Please use this identifier to cite or link to this item: https://www.arca.fiocruz.br/handle/icict/40528
Title: Soluble factors released by Toxoplasma gondii-infected astrocytes down-modulate nitric oxide production by gamma interferon-activated microglia and prevent neuronal degeneration
Authors: Rozenfeld, Claudia
Martinez, Rodrigo
Figueiredo, Rodrigo T.
Bozza, Marcelo T.
Lima, Flávia R. S.
Pires, Ana Lúcia
Silva, Patrícia M.
Bonomo, Adriana
Lannes-Vieira, Joseli
Souza, Wanderley de
Moura Neto, Vivaldo
Affilliation: Universidade Federal do Rio de Janeiro. Instituto de Biofísica Carlos Chagas Filho. Rio de Janeiro, RJ, Brasil.
Universidade Federal do Rio de Janeiro. Instituto de Ciências Biológicas. Departamento de Anatomia. Rio de Janeiro, RJ, Brasil.
Universidade Federal do Rio de Janeiro. Instituto de Ciências Biológicas. Departamento de Imunologia. Rio de Janeiro, RJ, Brasil.

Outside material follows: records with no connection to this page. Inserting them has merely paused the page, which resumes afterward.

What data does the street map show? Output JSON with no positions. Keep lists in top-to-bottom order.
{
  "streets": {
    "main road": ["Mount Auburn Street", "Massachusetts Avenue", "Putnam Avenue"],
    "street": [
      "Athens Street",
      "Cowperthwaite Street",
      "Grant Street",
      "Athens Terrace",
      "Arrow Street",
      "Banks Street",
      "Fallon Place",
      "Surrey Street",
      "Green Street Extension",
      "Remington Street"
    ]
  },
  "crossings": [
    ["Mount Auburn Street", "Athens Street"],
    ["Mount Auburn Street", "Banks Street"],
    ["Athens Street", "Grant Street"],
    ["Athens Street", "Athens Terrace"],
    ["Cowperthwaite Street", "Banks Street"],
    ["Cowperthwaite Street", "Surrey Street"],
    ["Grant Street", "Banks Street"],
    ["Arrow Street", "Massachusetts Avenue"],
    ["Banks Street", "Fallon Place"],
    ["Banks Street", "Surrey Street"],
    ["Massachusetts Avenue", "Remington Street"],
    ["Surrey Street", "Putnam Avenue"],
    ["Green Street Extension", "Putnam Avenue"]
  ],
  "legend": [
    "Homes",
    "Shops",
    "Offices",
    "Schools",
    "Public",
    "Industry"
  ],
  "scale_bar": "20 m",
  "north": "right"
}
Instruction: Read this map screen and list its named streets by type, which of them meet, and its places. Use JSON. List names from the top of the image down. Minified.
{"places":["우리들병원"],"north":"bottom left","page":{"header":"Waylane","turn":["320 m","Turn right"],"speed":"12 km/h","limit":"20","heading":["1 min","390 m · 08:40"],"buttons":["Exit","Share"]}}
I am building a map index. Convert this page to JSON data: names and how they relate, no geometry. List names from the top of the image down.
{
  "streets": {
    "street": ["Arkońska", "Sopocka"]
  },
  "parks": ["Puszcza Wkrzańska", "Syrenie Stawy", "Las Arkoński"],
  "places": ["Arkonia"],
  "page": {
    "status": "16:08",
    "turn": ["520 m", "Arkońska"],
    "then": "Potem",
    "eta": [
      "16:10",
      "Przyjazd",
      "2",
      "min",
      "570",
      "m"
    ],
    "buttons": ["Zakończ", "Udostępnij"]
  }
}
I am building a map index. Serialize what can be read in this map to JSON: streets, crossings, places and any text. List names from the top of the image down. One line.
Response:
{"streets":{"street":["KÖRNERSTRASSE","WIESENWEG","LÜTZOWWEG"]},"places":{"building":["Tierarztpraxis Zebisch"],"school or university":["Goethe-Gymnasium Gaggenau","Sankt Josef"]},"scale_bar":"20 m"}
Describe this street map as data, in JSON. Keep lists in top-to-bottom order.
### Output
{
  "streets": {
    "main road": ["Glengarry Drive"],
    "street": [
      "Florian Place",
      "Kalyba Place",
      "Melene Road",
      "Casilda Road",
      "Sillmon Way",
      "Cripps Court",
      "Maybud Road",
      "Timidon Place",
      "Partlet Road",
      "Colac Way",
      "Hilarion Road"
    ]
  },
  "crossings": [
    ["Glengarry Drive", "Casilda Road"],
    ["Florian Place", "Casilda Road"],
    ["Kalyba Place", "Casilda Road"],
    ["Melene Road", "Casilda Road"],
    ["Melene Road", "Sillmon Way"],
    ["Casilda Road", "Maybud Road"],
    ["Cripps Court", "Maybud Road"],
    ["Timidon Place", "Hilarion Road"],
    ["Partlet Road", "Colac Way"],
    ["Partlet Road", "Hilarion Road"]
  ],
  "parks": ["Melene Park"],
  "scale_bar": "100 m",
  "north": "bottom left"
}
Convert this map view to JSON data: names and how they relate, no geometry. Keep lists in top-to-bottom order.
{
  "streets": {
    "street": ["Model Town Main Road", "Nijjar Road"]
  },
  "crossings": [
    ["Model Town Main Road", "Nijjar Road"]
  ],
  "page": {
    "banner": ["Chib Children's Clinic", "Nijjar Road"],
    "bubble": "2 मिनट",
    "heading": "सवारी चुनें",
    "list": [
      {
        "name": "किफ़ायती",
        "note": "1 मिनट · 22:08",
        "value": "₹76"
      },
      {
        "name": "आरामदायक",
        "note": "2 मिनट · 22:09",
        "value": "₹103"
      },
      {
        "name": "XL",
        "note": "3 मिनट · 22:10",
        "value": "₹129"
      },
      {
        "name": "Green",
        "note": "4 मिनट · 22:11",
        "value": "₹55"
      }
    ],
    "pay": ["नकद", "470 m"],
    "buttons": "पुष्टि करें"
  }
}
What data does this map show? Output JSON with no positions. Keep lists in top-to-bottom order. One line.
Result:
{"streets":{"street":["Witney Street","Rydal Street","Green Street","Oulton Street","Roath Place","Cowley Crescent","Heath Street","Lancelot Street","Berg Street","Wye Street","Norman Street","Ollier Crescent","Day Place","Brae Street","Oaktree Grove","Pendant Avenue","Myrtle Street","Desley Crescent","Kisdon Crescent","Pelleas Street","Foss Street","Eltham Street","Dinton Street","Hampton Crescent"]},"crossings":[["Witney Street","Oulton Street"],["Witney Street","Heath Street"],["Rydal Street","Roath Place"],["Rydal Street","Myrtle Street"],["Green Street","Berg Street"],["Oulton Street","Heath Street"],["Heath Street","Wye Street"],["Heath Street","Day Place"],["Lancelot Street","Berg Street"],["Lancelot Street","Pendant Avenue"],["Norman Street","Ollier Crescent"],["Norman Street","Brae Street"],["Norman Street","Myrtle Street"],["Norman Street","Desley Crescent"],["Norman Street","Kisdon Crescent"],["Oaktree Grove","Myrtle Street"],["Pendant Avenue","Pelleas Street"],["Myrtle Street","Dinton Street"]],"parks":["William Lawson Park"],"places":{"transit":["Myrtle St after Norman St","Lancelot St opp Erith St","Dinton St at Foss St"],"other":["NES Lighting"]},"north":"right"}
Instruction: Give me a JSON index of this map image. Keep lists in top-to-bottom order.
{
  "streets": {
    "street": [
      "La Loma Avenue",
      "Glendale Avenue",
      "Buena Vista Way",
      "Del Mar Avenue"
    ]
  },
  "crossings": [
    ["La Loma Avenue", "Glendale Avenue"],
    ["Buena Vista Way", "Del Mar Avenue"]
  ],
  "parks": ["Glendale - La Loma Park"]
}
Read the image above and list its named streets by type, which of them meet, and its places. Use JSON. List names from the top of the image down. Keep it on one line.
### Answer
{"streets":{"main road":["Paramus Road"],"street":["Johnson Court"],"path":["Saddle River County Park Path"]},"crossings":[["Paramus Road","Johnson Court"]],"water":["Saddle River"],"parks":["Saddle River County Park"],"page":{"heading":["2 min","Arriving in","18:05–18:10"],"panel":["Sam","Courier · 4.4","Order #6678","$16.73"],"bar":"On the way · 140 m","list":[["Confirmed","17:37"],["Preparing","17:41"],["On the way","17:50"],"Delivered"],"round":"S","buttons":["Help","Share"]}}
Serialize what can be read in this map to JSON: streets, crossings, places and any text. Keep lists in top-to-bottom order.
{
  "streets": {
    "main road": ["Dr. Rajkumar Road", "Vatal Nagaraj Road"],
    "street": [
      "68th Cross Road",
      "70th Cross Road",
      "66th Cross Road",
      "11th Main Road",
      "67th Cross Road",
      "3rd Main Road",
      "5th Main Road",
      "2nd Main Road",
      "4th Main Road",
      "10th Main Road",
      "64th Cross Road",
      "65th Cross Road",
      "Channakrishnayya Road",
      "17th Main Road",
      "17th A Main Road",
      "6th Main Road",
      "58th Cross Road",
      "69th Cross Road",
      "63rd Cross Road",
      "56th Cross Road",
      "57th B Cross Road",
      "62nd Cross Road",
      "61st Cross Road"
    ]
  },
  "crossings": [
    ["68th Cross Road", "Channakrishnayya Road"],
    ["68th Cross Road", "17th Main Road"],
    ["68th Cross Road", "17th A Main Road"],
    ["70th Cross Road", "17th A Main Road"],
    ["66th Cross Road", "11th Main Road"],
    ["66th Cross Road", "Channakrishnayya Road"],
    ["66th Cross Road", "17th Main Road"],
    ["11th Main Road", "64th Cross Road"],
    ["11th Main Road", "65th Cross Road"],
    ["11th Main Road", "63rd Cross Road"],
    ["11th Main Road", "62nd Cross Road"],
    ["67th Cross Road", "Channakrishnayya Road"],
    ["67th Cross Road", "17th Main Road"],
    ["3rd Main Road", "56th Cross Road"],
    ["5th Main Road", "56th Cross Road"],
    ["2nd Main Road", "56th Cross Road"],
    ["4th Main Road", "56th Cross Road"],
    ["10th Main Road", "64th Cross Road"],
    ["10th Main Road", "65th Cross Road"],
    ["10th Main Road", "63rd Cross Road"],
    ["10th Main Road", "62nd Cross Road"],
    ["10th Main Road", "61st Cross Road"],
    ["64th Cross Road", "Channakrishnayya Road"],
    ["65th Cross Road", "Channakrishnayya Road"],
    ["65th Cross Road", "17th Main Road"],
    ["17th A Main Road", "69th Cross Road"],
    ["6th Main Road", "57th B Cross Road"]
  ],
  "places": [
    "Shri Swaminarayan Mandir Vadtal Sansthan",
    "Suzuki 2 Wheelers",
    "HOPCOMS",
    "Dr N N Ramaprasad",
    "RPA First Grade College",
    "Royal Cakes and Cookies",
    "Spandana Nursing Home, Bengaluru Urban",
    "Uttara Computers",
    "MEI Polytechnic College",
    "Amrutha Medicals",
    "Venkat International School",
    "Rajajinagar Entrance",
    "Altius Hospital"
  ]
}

Universidade Federal do Rio de Janeiro. Instituto de Ciências Biológicas. Departamento de Imunologia. Rio de Janeiro, RJ, Brasil.
Universidade Federal do Rio de Janeiro. Instituto de Ciências Biológicas. Departamento de Anatomia. Rio de Janeiro, RJ, Brasil.
Fundação Oswaldo Cruz. Instituto Oswaldo Cruz. Departamento de Farmacologia e Farmacodinâmica. Rio de Janeiro, RJ, Brasil.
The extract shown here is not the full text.